Here's another option:
First add a NaN record on the last day you want, then resample. This way resampling will fill the missing dates for you.
Starting Frame:
import pandas as pd
import numpy as np
from datetime import date
df2 = pd.DataFrame({ 'day': pd.Series([date(2012, 1, 1), date(2012, 1, 3)]), 'b' : pd.Series([0.22, 0.3]) })
df2= df2.set_index('day')
df2
Out:
b
day
2012-01-01 0.22
2012-01-03 0.30
Filled Frame:
df2 = df2.set_value(date(2012,1,31),'b',np.float('nan'))
df2.asfreq('D')
Out:
b
day
2012-01-01 0.22
2012-01-02 NaN
2012-01-03 0.30
2012-01-04 NaN
2012-01-05 NaN
2012-01-06 NaN
2012-01-07 NaN
2012-01-08 NaN
2012-01-09 NaN
2012-01-10 NaN
2012-01-11 NaN
2012-01-12 NaN
2012-01-13 NaN
2012-01-14 NaN
2012-01-15 NaN
2012-01-16 NaN
2012-01-17 NaN
2012-01-18 NaN
2012-01-19 NaN
2012-01-20 NaN
2012-01-21 NaN
2012-01-22 NaN
2012-01-23 NaN
2012-01-24 NaN
2012-01-25 NaN
2012-01-26 NaN
2012-01-27 NaN
2012-01-28 NaN
2012-01-29 NaN
2012-01-30 NaN
2012-01-31 NaN
Mark's answer seems to not be working anymore on pandas 1.1.1.

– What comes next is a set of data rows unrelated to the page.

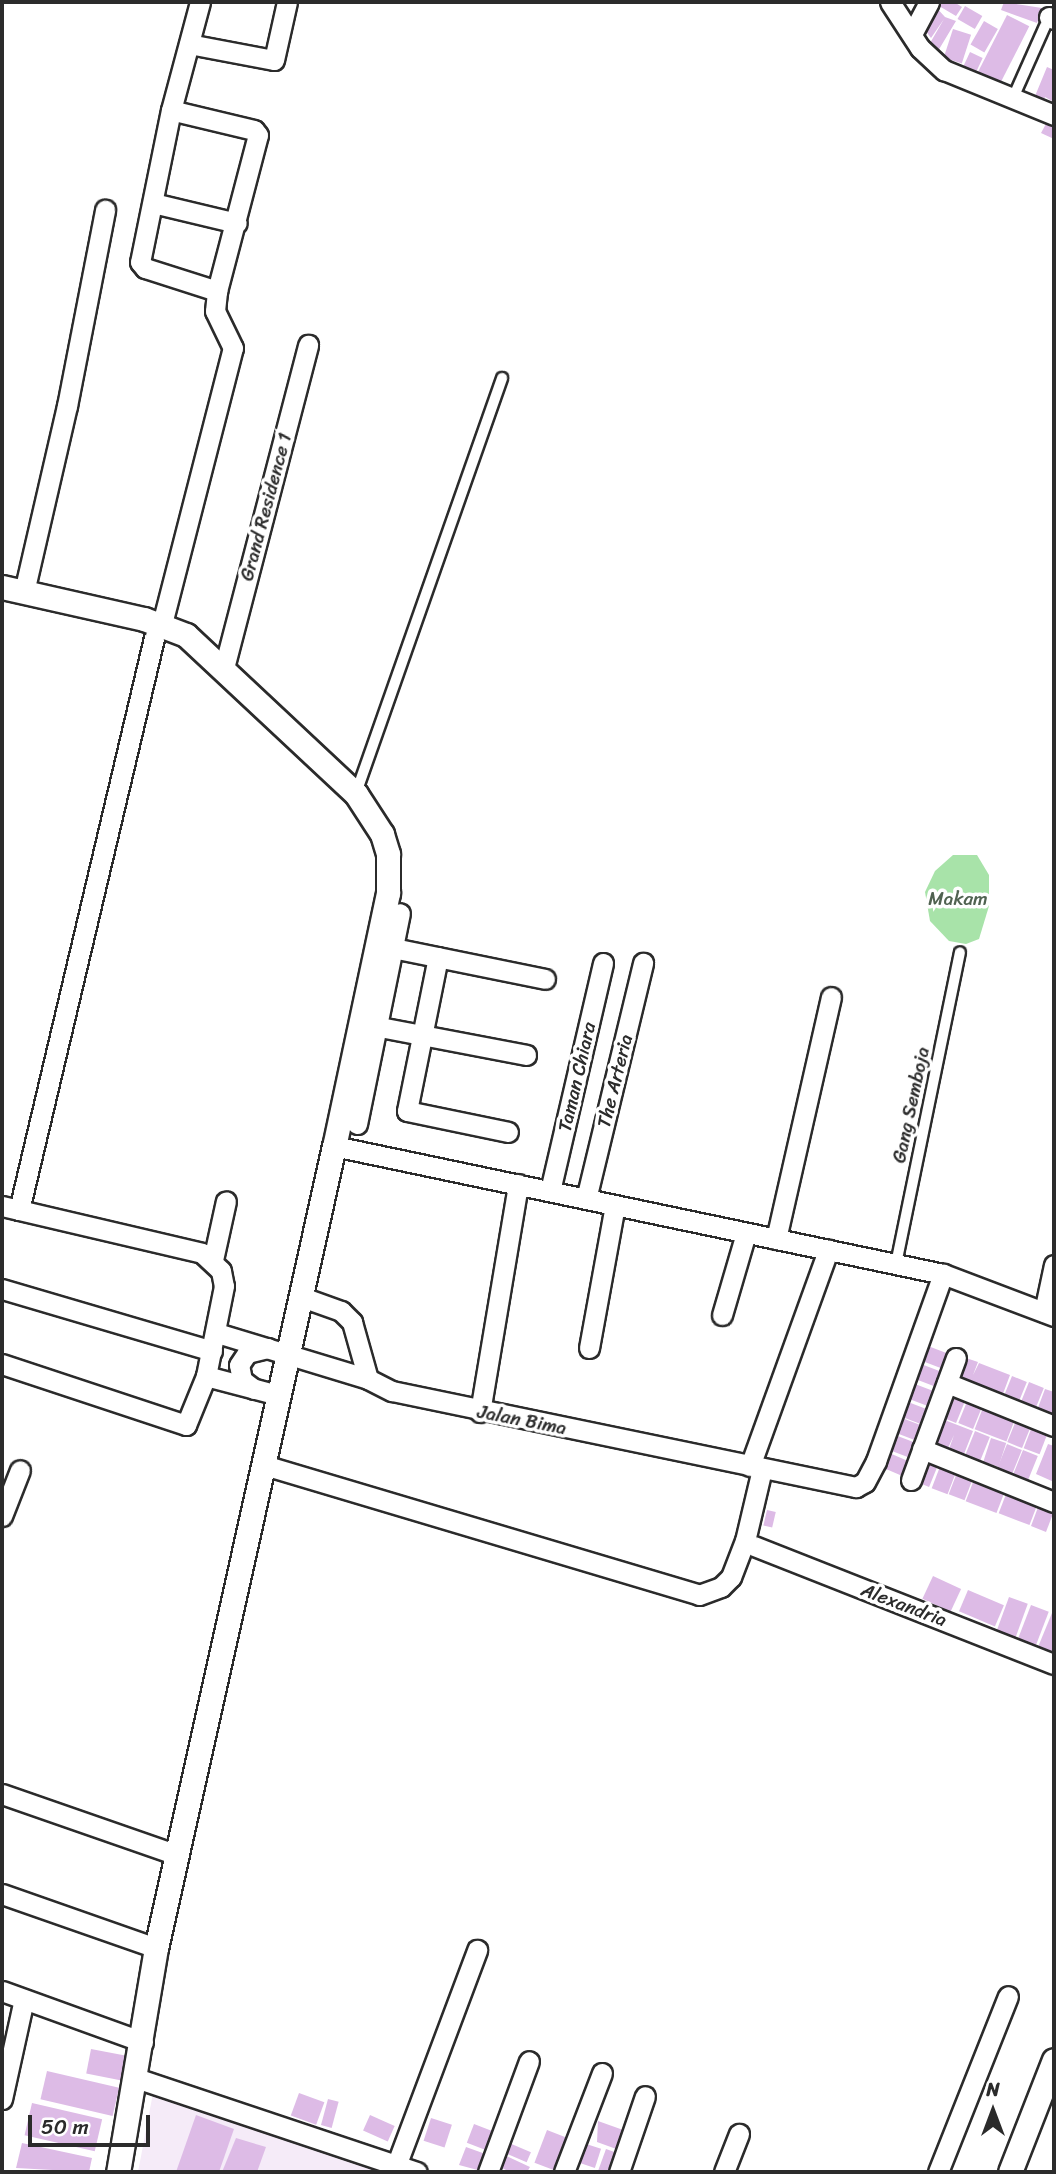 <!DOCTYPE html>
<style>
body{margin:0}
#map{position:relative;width:1056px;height:2174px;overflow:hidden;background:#fff;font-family:Sriracha,sans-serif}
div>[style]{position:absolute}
.built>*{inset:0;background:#f5ebf8}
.green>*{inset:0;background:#a8e3a9}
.building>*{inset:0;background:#ddbbe6;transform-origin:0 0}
.roads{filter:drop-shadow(2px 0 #2b2b2b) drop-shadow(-2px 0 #2b2b2b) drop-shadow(0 2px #2b2b2b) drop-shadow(0 -2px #2b2b2b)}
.service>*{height:10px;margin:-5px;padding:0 5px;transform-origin:5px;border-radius:5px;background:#fff}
.minor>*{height:19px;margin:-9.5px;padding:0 9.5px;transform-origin:9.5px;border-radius:9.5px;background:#fff}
.tertiary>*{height:23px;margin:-11.5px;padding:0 11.5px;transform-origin:11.5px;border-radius:11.5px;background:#fff}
span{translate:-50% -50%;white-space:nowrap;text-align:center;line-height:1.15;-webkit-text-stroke:7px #fff;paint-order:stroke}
.street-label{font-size:19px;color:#2b2b2b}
.park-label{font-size:19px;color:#506251}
.frame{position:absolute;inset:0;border:4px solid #2b2b2b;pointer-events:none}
.north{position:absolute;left:958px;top:2076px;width:70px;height:70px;-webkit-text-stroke:5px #fff;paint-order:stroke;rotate:0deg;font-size:19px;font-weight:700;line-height:28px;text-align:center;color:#2b2b2b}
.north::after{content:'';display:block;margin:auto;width:24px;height:32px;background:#2b2b2b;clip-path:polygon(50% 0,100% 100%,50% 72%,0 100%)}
.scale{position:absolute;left:28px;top:2115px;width:122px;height:32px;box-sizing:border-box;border:4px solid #2b2b2b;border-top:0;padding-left:9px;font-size:21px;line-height:24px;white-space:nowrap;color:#2b2b2b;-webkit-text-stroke:5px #fff;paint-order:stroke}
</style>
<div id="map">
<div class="built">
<div style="clip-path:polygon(153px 2093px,384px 2172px,138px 2172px)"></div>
</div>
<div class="green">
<div style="clip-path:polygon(953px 855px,977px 855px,989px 875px,989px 906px,979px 939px,966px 944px,949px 941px,930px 921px,925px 892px,935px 871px)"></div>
</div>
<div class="building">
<div style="clip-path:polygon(942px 2px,954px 2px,962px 7px,956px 16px,939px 6px)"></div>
<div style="clip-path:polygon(1004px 2px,1042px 8px,1037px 23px,1001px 10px)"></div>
<div style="clip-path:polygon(934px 5px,945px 17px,956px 21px,935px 56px,926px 50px,944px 19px,931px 38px,922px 26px)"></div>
<div style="left:965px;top:6px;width:20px;height:15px;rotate:30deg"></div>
<div style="left:1007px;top:15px;width:25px;height:67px;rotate:27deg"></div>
<div style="left:984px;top:21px;width:16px;height:27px;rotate:30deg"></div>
<div style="left:953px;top:29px;width:19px;height:30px;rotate:18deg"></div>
<div style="left:970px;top:52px;width:14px;height:20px;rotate:25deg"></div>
<div style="clip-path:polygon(1047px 67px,1054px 70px,1054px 102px,1045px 97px,1042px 105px,1033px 101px)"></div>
<div style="clip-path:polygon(1047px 122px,1054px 125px,1054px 139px,1041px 133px)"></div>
<div style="left:928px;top:1346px;width:26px;height:16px;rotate:21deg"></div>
<div style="clip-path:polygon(963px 1357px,978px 1362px,973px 1375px,979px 1363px,1010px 1375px,1001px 1399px,953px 1380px)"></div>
<div style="left:921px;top:1364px;width:26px;height:16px;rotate:21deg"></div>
<div style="left:1012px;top:1376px;width:16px;height:26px;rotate:22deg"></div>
<div style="left:1029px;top:1382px;width:16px;height:26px;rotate:22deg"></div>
<div style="left:915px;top:1384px;width:26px;height:16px;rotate:21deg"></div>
<div style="clip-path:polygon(1045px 1389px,1054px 1392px,1054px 1420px,1036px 1413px)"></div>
<div style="left:951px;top:1393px;width:16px;height:26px;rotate:22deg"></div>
<div style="left:968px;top:1399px;width:16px;height:26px;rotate:22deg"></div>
<div style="left:908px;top:1402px;width:26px;height:16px;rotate:21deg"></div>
<div style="left:984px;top:1405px;width:34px;height:26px;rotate:21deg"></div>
<div style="left:902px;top:1418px;width:26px;height:16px;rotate:21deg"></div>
<div style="left:1017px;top:1418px;width:16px;height:26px;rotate:22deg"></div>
<div style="clip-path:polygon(942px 1419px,973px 1431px,964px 1454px,949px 1449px,954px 1435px,948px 1448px,933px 1442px)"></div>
<div style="left:1033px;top:1424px;width:17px;height:26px;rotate:21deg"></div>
<div style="left:975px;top:1431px;width:16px;height:26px;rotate:22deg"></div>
<div style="left:895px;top:1435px;width:26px;height:16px;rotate:21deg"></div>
<div style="left:991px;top:1438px;width:16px;height:25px;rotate:18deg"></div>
<div style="left:1007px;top:1444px;width:16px;height:26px;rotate:22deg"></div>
<div style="clip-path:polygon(1048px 1444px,1054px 1446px,1054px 1482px,1036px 1474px)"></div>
<div style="left:1023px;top:1450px;width:16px;height:26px;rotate:22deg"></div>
<div style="left:887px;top:1452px;width:26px;height:16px;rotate:23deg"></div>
<div style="left:924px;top:1457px;width:16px;height:26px;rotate:22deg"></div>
<div style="left:941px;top:1464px;width:17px;height:26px;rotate:21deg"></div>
<div style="left:958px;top:1470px;width:17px;height:26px;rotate:21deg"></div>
<div style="left:975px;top:1477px;width:33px;height:26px;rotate:21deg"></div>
<div style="left:1008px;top:1489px;width:33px;height:26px;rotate:21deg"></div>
<div style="clip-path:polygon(1040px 1502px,1054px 1511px,1046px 1532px,1031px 1526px)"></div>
<div style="left:767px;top:1510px;width:9px;height:16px;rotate:13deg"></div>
<div style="left:933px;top:1576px;width:31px;height:25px;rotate:25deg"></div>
<div style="left:968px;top:1590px;width:39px;height:23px;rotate:23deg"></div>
<div style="left:1009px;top:1597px;width:20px;height:36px;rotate:20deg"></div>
<div style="left:1031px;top:1605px;width:19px;height:36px;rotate:21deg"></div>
<div style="clip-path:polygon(1052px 1613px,1054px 1614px,1054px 1653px,1038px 1647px)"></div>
<div style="left:91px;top:2049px;width:36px;height:25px;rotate:11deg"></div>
<div style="left:47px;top:2071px;width:74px;height:29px;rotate:13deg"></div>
<div style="left:299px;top:2093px;width:27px;height:24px;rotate:20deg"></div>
<div style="left:328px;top:2099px;width:11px;height:27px;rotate:15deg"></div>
<div style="left:32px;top:2103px;width:72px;height:33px;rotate:13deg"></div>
<div style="clip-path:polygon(196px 2115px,234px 2129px,219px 2172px,176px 2172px)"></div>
<div style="left:370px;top:2115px;width:27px;height:17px;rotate:24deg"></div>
<div style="left:431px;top:2118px;width:22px;height:24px;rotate:18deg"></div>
<div style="clip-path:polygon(598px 2121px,626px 2131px,619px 2150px,597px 2142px)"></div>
<div style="left:474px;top:2124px;width:25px;height:20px;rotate:21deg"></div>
<div style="left:547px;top:2130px;width:22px;height:35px;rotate:21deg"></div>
<div style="clip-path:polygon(236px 2138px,266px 2147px,257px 2172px,222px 2172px)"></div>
<div style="left:507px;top:2142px;width:26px;height:11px;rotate:23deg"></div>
<div style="clip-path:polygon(22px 2143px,92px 2158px,89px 2172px,16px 2168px)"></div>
<div style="left:583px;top:2143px;width:19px;height:20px;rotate:18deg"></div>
<div style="clip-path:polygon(466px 2147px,491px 2156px,485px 2172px,459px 2165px)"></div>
<div style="clip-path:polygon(606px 2149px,620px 2154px,613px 2172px,598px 2171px)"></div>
<div style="clip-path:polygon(500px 2153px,530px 2167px,527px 2172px,510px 2172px,496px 2165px)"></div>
</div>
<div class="roads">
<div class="service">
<div style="left:1013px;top:98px;width:79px;rotate:-66deg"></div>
<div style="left:356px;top:793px;width:440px;rotate:-70.6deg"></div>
<div style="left:896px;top:1264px;width:318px;rotate:-78.4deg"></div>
</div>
<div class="minor">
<div style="left:200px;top:2px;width:112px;rotate:105deg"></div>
<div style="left:171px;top:110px;width:155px;rotate:101.5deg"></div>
<div style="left:140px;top:262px;width:8px;rotate:50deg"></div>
<div style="left:145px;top:268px;width:76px;rotate:17.7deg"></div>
<div style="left:890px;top:2px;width:55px;rotate:56.9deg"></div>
<div style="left:920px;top:48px;width:33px;rotate:43deg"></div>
<div style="left:944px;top:70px;width:119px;rotate:22.2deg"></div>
<div style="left:1049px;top:17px;width:5px;rotate:22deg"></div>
<div style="left:912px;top:34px;width:36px;rotate:-62deg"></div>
<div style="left:189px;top:44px;width:86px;rotate:10.7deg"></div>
<div style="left:274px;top:60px;width:59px;rotate:-77.4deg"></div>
<div style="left:153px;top:203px;width:86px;rotate:13.4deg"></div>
<div style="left:24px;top:592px;width:191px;rotate:-77deg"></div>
<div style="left:67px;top:406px;width:200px;rotate:-79deg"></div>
<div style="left:162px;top:624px;width:285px;rotate:-75.6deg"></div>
<div style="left:233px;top:348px;width:41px;rotate:-115.9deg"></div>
<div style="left:215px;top:311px;width:20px;rotate:-84deg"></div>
<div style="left:217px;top:291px;width:161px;rotate:-75.3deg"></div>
<div style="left:258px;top:135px;width:6px;rotate:-129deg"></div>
<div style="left:254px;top:130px;width:85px;rotate:-166.5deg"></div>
<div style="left:224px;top:668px;width:334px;rotate:-75.4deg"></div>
<div style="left:393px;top:948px;width:155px;rotate:11.5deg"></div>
<div style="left:438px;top:957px;width:157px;rotate:101.4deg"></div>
<div style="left:407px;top:1111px;width:103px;rotate:11.7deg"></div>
<div style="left:364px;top:1024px;width:165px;rotate:10.8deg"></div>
<div style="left:357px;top:1124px;width:215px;rotate:-78.5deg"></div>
<div style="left:334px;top:1146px;width:622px;rotate:11.87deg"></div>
<div style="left:943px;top:1274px;width:119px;rotate:20.7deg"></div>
<div style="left:550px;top:1191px;width:234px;rotate:-76.9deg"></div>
<div style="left:586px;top:1199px;width:243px;rotate:-76.4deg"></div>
<div style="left:2px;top:1206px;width:205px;rotate:13.2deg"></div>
<div style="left:202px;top:1253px;width:26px;rotate:43deg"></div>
<div style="left:221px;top:1271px;width:15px;rotate:79deg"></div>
<div style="left:224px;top:1286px;width:92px;rotate:101.3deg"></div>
<div style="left:206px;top:1376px;width:53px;rotate:112.2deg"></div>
<div style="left:186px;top:1425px;width:194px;rotate:-161.7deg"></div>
<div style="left:19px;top:1210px;width:588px;rotate:-76.72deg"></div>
<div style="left:776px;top:1239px;width:248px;rotate:-77.2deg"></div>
<div style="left:213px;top:1260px;width:60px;rotate:-77.6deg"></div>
<div style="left:2px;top:1289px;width:219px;rotate:16.4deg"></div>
<div style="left:299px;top:1296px;width:45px;rotate:19.7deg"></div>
<div style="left:341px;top:1311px;width:16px;rotate:45deg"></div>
<div style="left:352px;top:1322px;width:59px;rotate:74.3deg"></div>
<div style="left:1044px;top:1312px;width:48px;rotate:-78deg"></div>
<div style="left:722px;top:1315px;width:85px;rotate:-73.7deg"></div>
<div style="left:217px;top:1333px;width:158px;rotate:16.9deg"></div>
<div style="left:368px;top:1379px;width:27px;rotate:27deg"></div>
<div style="left:392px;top:1391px;width:474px;rotate:11.7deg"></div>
<div style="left:856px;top:1487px;width:10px;rotate:-29deg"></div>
<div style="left:865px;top:1482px;width:24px;rotate:-62deg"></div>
<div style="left:876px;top:1461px;width:199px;rotate:-70.3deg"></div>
<div style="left:589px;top:1348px;width:145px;rotate:-79.7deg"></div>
<div style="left:206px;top:1376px;width:74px;rotate:14.8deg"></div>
<div style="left:947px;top:1383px;width:115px;rotate:21.9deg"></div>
<div style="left:254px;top:1389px;width:15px;rotate:-143deg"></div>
<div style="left:242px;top:1380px;width:15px;rotate:-101deg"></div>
<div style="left:239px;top:1365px;width:14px;rotate:-56deg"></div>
<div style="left:247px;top:1353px;width:21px;rotate:-14deg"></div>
<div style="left:480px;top:1412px;width:231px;rotate:-80.5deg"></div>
<div style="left:922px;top:1449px;width:142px;rotate:21.9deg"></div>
<div style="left:264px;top:1465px;width:454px;rotate:16.6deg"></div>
<div style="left:699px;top:1595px;width:23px;rotate:-20deg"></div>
<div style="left:721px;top:1587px;width:14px;rotate:-45deg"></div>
<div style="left:731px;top:1577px;width:39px;rotate:-69deg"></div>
<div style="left:745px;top:1541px;width:74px;rotate:-76.7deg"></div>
<div style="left:750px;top:1466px;width:230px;rotate:-70.1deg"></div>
<div style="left:911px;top:1480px;width:130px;rotate:-69.8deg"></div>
<div style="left:2px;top:1516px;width:49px;rotate:-68.6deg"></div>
<div style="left:754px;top:1546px;width:322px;rotate:21.5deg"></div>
<div style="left:2px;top:1794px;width:185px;rotate:19.2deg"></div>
<div style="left:2px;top:1894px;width:163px;rotate:19.3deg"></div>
<div style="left:2px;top:1991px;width:150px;rotate:19.9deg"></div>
<div style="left:136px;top:2078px;width:296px;rotate:18.5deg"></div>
<div style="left:2px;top:2099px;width:102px;rotate:-77.6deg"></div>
<div style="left:396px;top:2166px;width:231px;rotate:-69.4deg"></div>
<div style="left:488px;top:2172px;width:118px;rotate:-69.7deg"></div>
<div style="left:564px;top:2172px;width:106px;rotate:-69deg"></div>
<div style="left:619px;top:2172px;width:80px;rotate:-71.1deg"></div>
<div style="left:724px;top:2172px;width:41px;rotate:-68.5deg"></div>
<div style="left:938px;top:2172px;width:189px;rotate:-68.3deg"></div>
</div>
<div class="tertiary">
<div style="left:2px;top:587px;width:146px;rotate:12.7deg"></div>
<div style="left:144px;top:619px;width:45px;rotate:20.9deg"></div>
<div style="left:186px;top:635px;width:233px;rotate:43.1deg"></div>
<div style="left:356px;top:794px;width:48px;rotate:57deg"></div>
<div style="left:382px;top:834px;width:21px;rotate:73deg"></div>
<div style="left:388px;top:854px;width:39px;rotate:90deg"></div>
<div style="left:388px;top:893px;width:259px;rotate:102deg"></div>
<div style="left:334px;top:1146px;width:822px;rotate:102.51deg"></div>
<div style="left:156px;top:1948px;width:227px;rotate:99.6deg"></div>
<div style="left:1010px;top:2172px;width:120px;rotate:-68.6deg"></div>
</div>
</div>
<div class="street-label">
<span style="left:266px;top:507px;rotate:-75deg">Grand Residence 1</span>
<span style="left:577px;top:1077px;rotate:-77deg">Taman Chiara</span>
<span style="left:615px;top:1081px;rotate:-76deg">The Arteria</span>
<span style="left:911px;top:1105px;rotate:-78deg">Gang Semboja</span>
<span style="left:522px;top:1420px;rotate:11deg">Jalan Bima</span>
<span style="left:904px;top:1605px;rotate:21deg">Alexandria</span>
</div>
<div class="park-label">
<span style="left:958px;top:899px">Makam</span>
</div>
<div class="frame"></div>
<div class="north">N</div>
<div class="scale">50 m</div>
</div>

However, using the same idea, the following works:
from datetime import datetime
import pandas as pd
# get start and desired end dates
first_date = df['date'].min()
today = datetime.today()
# set index
df.set_index('date', inplace=True)
# and here is were the magic happens
idx = pd.date_range(first_date, today, freq='D')
df = df.reindex(idx)
EDIT: just found out that this exact use case is in the docs:
https://pandas.pydata.org/pandas-docs/stable/reference/api/pandas.DataFrame.reindex.html#pandas.DataFrame.reindex
def extendframe(df, ndays):
"""
(df, ndays) -> df that is padded by ndays in beginning and end
"""
ixd = df.index - datetime.timedelta(ndays)
ixu = df.index + datetime.timedelta(ndays)
ixx = df.index.union(ixd.union(ixu))
df_ = df.reindex(ixx)
return df_
Not exactly the question since here you know that the second index is all days in January, but suppose you have another index say from another data frame df1, which might be disjoint and with a random frequency. Then you can do this:
ix = pd.DatetimeIndex(list(df2.index) + list(df1.index)).unique().sort_values()
df2.reindex(ix)
Converting indices to lists allows one to create a longer list in a natural way.